RECORDS:
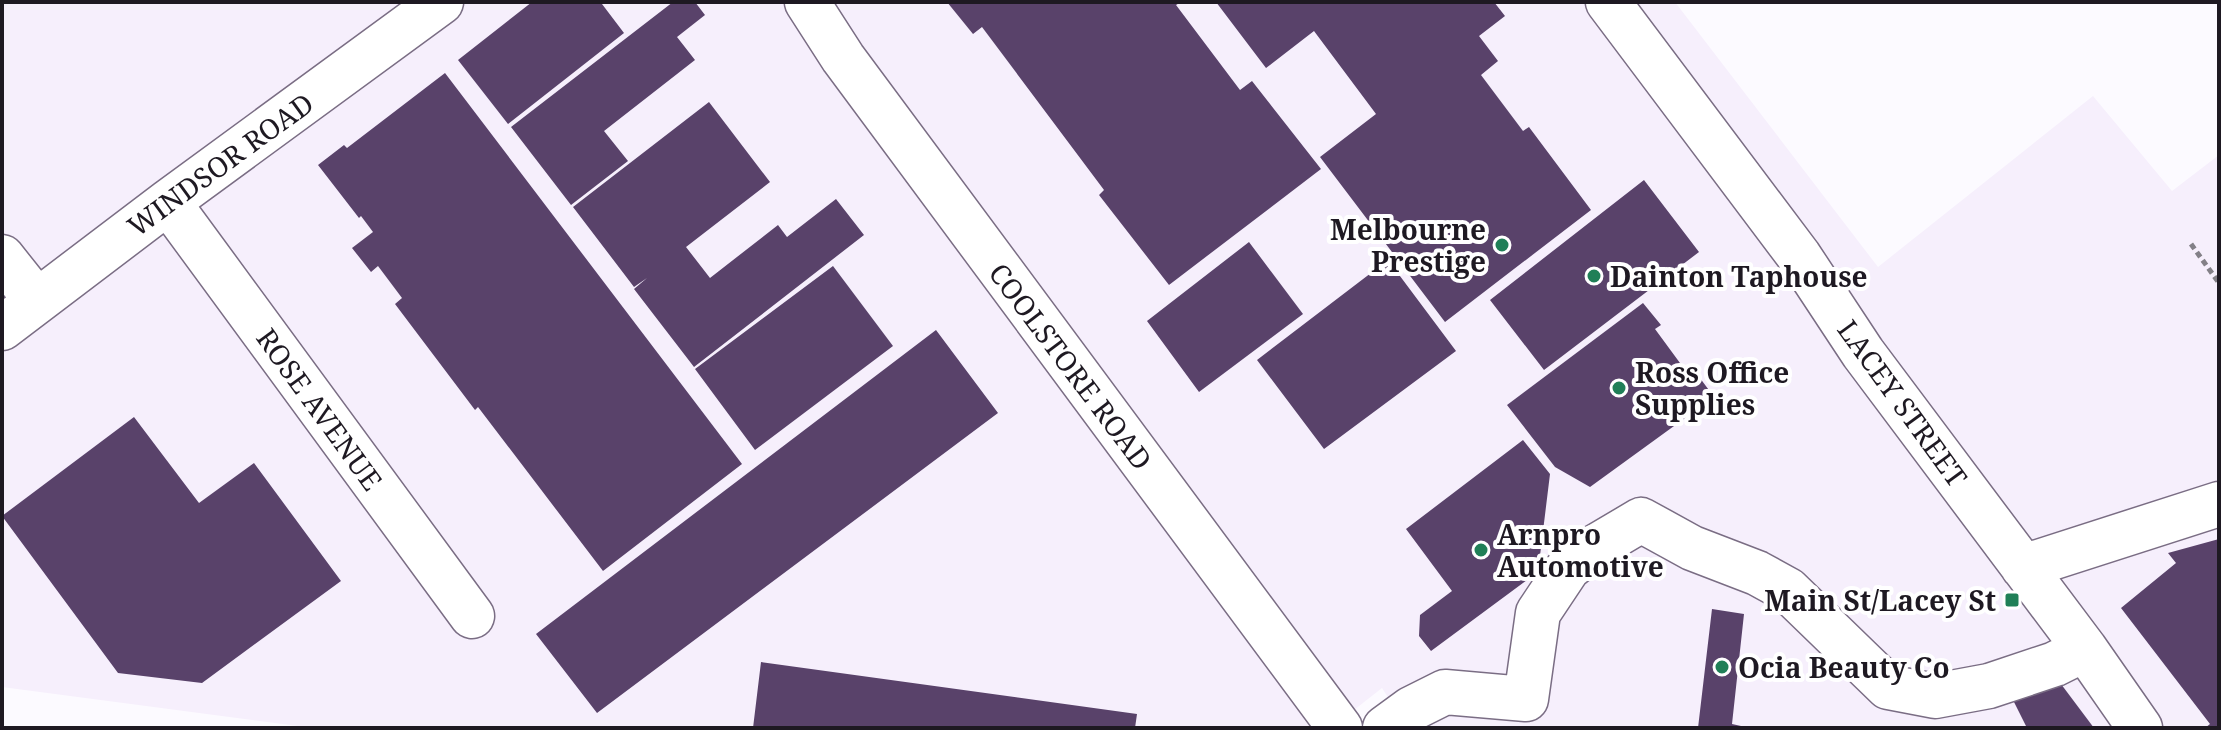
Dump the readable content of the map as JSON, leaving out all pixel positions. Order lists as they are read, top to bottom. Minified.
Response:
{"streets":{"street":["WINDSOR ROAD","COOLSTORE ROAD","LACEY STREET","ROSE AVENUE"]},"crossings":[["WINDSOR ROAD","ROSE AVENUE"]],"places":{"other":["Melbourne Prestige","Dainton Taphouse","Ross Office Supplies","Arnpro Automotive","Ocia Beauty Co"],"transit":["Main St/Lacey St"]}}
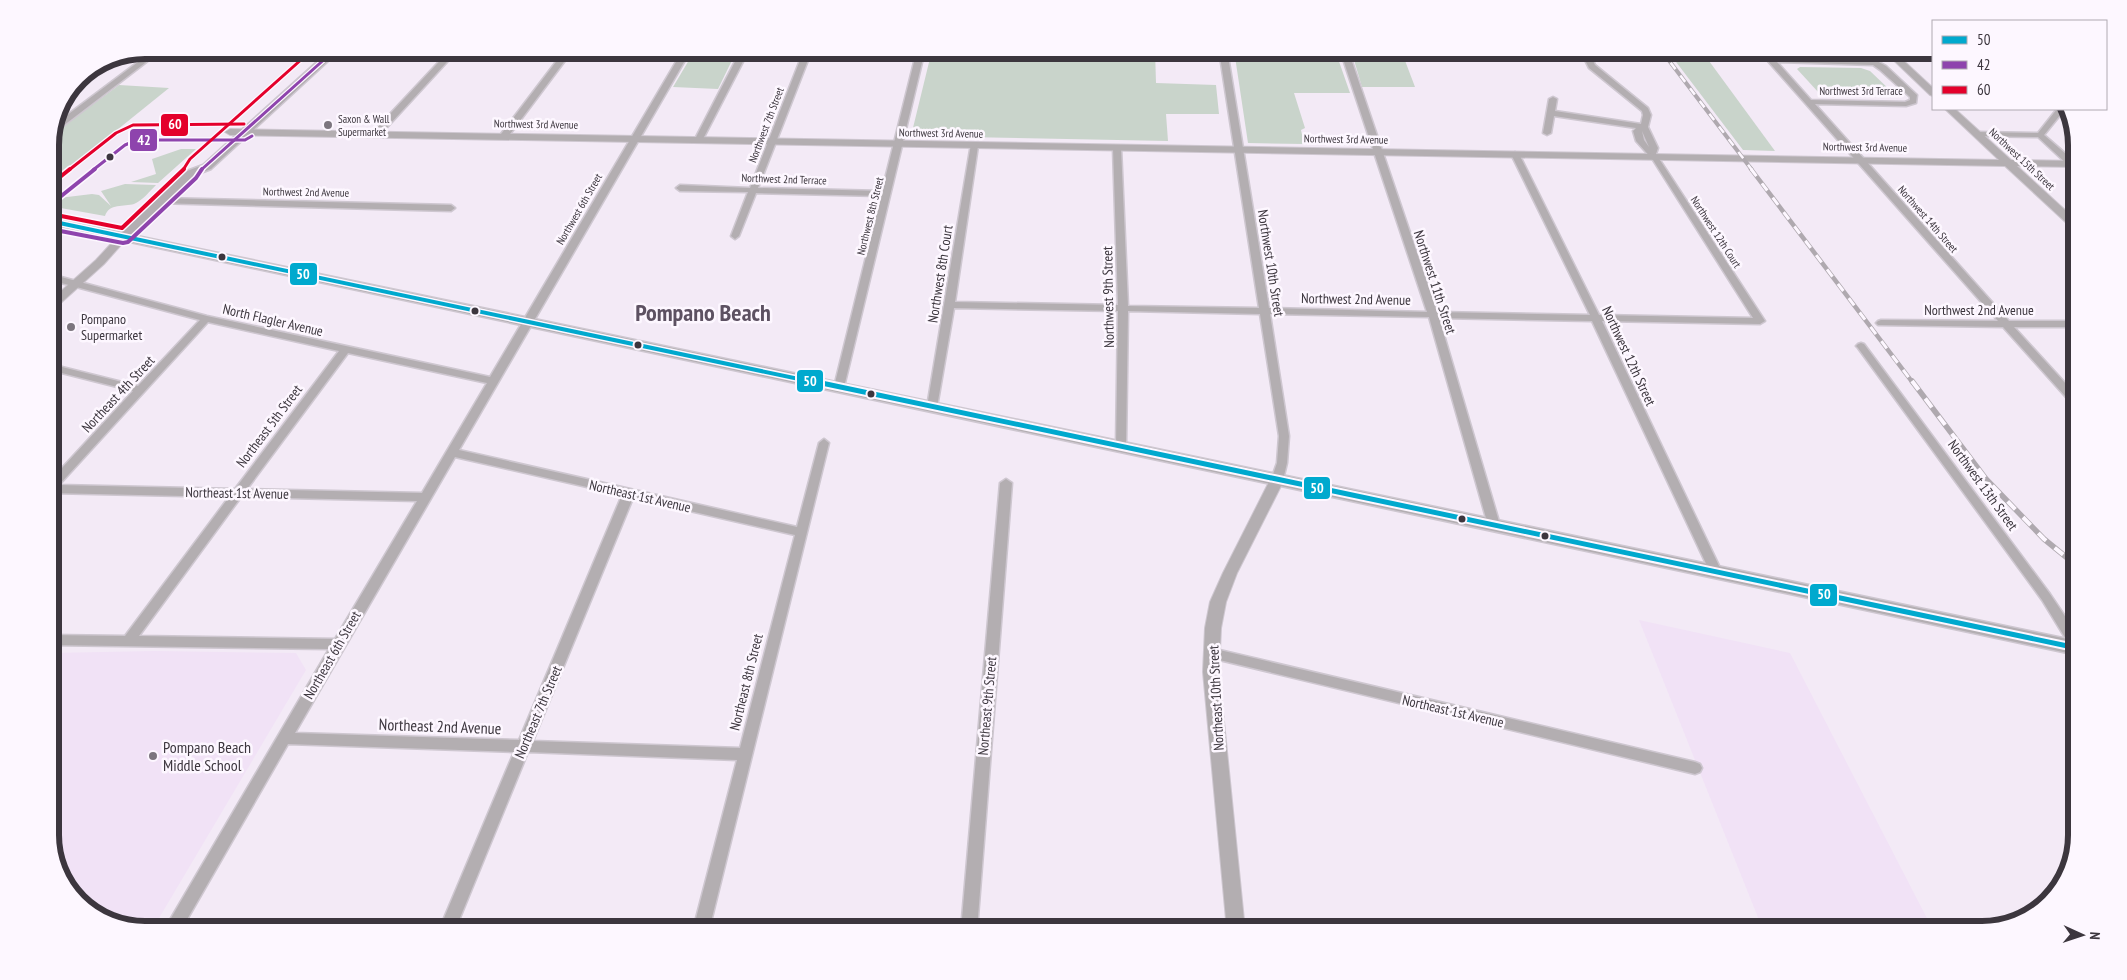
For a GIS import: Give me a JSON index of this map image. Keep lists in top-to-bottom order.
{
  "streets": {
    "street": [
      "Northwest 3rd Terrace",
      "Northwest 3rd Avenue",
      "Northwest 7th Street",
      "Northwest 15th Street",
      "Northwest 2nd Terrace",
      "Northwest 2nd Avenue",
      "Northwest 6th Street",
      "Northwest 8th Street",
      "Northwest 14th Street",
      "Northwest 12th Court",
      "Northwest 10th Street",
      "Northwest 8th Court",
      "Northwest 11th Street",
      "Northwest 9th Street",
      "North Flagler Avenue",
      "Northwest 12th Street",
      "Northeast 4th Street",
      "Northeast 5th Street",
      "Northwest 13th Street",
      "Northeast 1st Avenue",
      "Northeast 6th Street",
      "Northeast 8th Street",
      "Northeast 10th Street",
      "Northeast 9th Street",
      "Northeast 7th Street",
      "Northeast 2nd Avenue"
    ]
  },
  "crossings": [
    ["Northwest 3rd Terrace", "Northwest 14th Street"],
    ["Northwest 3rd Avenue", "Northwest 7th Street"],
    ["Northwest 3rd Avenue", "Northwest 15th Street"],
    ["Northwest 3rd Avenue", "Northwest 6th Street"],
    ["Northwest 3rd Avenue", "Northwest 8th Street"],
    ["Northwest 3rd Avenue", "Northwest 14th Street"],
    ["Northwest 3rd Avenue", "Northwest 12th Court"],
    ["Northwest 3rd Avenue", "Northwest 10th Street"],
    ["Northwest 3rd Avenue", "Northwest 8th Court"],
    ["Northwest 3rd Avenue", "Northwest 11th Street"],
    ["Northwest 3rd Avenue", "Northwest 9th Street"],
    ["Northwest 3rd Avenue", "Northwest 12th Street"],
    ["Northwest 7th Street", "Northwest 2nd Terrace"],
    ["Northwest 2nd Terrace", "Northwest 8th Street"],
    ["Northwest 2nd Avenue", "Northwest 14th Street"],
    ["Northwest 2nd Avenue", "Northwest 12th Court"],
    ["Northwest 2nd Avenue", "Northwest 10th Street"],
    ["Northwest 2nd Avenue", "Northwest 8th Court"],
    ["Northwest 2nd Avenue", "Northwest 11th Street"],
    ["Northwest 2nd Avenue", "Northwest 9th Street"],
    ["Northwest 2nd Avenue", "Northwest 12th Street"],
    ["Northwest 6th Street", "North Flagler Avenue"],
    ["Northwest 6th Street", "Northeast 6th Street"],
    ["Northwest 10th Street", "Northeast 10th Street"],
    ["North Flagler Avenue", "Northeast 4th Street"],
    ["North Flagler Avenue", "Northeast 5th Street"],
    ["North Flagler Avenue", "Northeast 6th Street"],
    ["Northeast 5th Street", "Northeast 1st Avenue"],
    ["Northeast 1st Avenue", "Northeast 6th Street"],
    ["Northeast 1st Avenue", "Northeast 8th Street"],
    ["Northeast 1st Avenue", "Northeast 10th Street"],
    ["Northeast 1st Avenue", "Northeast 7th Street"],
    ["Northeast 6th Street", "Northeast 2nd Avenue"],
    ["Northeast 8th Street", "Northeast 2nd Avenue"],
    ["Northeast 7th Street", "Northeast 2nd Avenue"]
  ],
  "districts": ["Pompano Beach"],
  "places": ["Saxon & Wall Supermarket", "Pompano Supermarket", "Pompano Beach Middle School"],
  "lines": ["transit line 42", "transit line 60", "transit line 50"],
  "legend": ["50", "42", "60"],
  "north": "right"
}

EXERCISE PROMPT:
Every record above needs to be repeated exactly; pictures are to be left out.

WORKED SOLUTION:
Dump the readable content of the map as JSON, leaving out all pixel positions. Order lists as they are read, top to bottom. Minified.
Response:
{"streets":{"street":["WINDSOR ROAD","COOLSTORE ROAD","LACEY STREET","ROSE AVENUE"]},"crossings":[["WINDSOR ROAD","ROSE AVENUE"]],"places":{"other":["Melbourne Prestige","Dainton Taphouse","Ross Office Supplies","Arnpro Automotive","Ocia Beauty Co"],"transit":["Main St/Lacey St"]}}
For a GIS import: Give me a JSON index of this map image. Keep lists in top-to-bottom order.
{
  "streets": {
    "street": [
      "Northwest 3rd Terrace",
      "Northwest 3rd Avenue",
      "Northwest 7th Street",
      "Northwest 15th Street",
      "Northwest 2nd Terrace",
      "Northwest 2nd Avenue",
      "Northwest 6th Street",
      "Northwest 8th Street",
      "Northwest 14th Street",
      "Northwest 12th Court",
      "Northwest 10th Street",
      "Northwest 8th Court",
      "Northwest 11th Street",
      "Northwest 9th Street",
      "North Flagler Avenue",
      "Northwest 12th Street",
      "Northeast 4th Street",
      "Northeast 5th Street",
      "Northwest 13th Street",
      "Northeast 1st Avenue",
      "Northeast 6th Street",
      "Northeast 8th Street",
      "Northeast 10th Street",
      "Northeast 9th Street",
      "Northeast 7th Street",
      "Northeast 2nd Avenue"
    ]
  },
  "crossings": [
    ["Northwest 3rd Terrace", "Northwest 14th Street"],
    ["Northwest 3rd Avenue", "Northwest 7th Street"],
    ["Northwest 3rd Avenue", "Northwest 15th Street"],
    ["Northwest 3rd Avenue", "Northwest 6th Street"],
    ["Northwest 3rd Avenue", "Northwest 8th Street"],
    ["Northwest 3rd Avenue", "Northwest 14th Street"],
    ["Northwest 3rd Avenue", "Northwest 12th Court"],
    ["Northwest 3rd Avenue", "Northwest 10th Street"],
    ["Northwest 3rd Avenue", "Northwest 8th Court"],
    ["Northwest 3rd Avenue", "Northwest 11th Street"],
    ["Northwest 3rd Avenue", "Northwest 9th Street"],
    ["Northwest 3rd Avenue", "Northwest 12th Street"],
    ["Northwest 7th Street", "Northwest 2nd Terrace"],
    ["Northwest 2nd Terrace", "Northwest 8th Street"],
    ["Northwest 2nd Avenue", "Northwest 14th Street"],
    ["Northwest 2nd Avenue", "Northwest 12th Court"],
    ["Northwest 2nd Avenue", "Northwest 10th Street"],
    ["Northwest 2nd Avenue", "Northwest 8th Court"],
    ["Northwest 2nd Avenue", "Northwest 11th Street"],
    ["Northwest 2nd Avenue", "Northwest 9th Street"],
    ["Northwest 2nd Avenue", "Northwest 12th Street"],
    ["Northwest 6th Street", "North Flagler Avenue"],
    ["Northwest 6th Street", "Northeast 6th Street"],
    ["Northwest 10th Street", "Northeast 10th Street"],
    ["North Flagler Avenue", "Northeast 4th Street"],
    ["North Flagler Avenue", "Northeast 5th Street"],
    ["North Flagler Avenue", "Northeast 6th Street"],
    ["Northeast 5th Street", "Northeast 1st Avenue"],
    ["Northeast 1st Avenue", "Northeast 6th Street"],
    ["Northeast 1st Avenue", "Northeast 8th Street"],
    ["Northeast 1st Avenue", "Northeast 10th Street"],
    ["Northeast 1st Avenue", "Northeast 7th Street"],
    ["Northeast 6th Street", "Northeast 2nd Avenue"],
    ["Northeast 8th Street", "Northeast 2nd Avenue"],
    ["Northeast 7th Street", "Northeast 2nd Avenue"]
  ],
  "districts": ["Pompano Beach"],
  "places": ["Saxon & Wall Supermarket", "Pompano Supermarket", "Pompano Beach Middle School"],
  "lines": ["transit line 42", "transit line 60", "transit line 50"],
  "legend": ["50", "42", "60"],
  "north": "right"
}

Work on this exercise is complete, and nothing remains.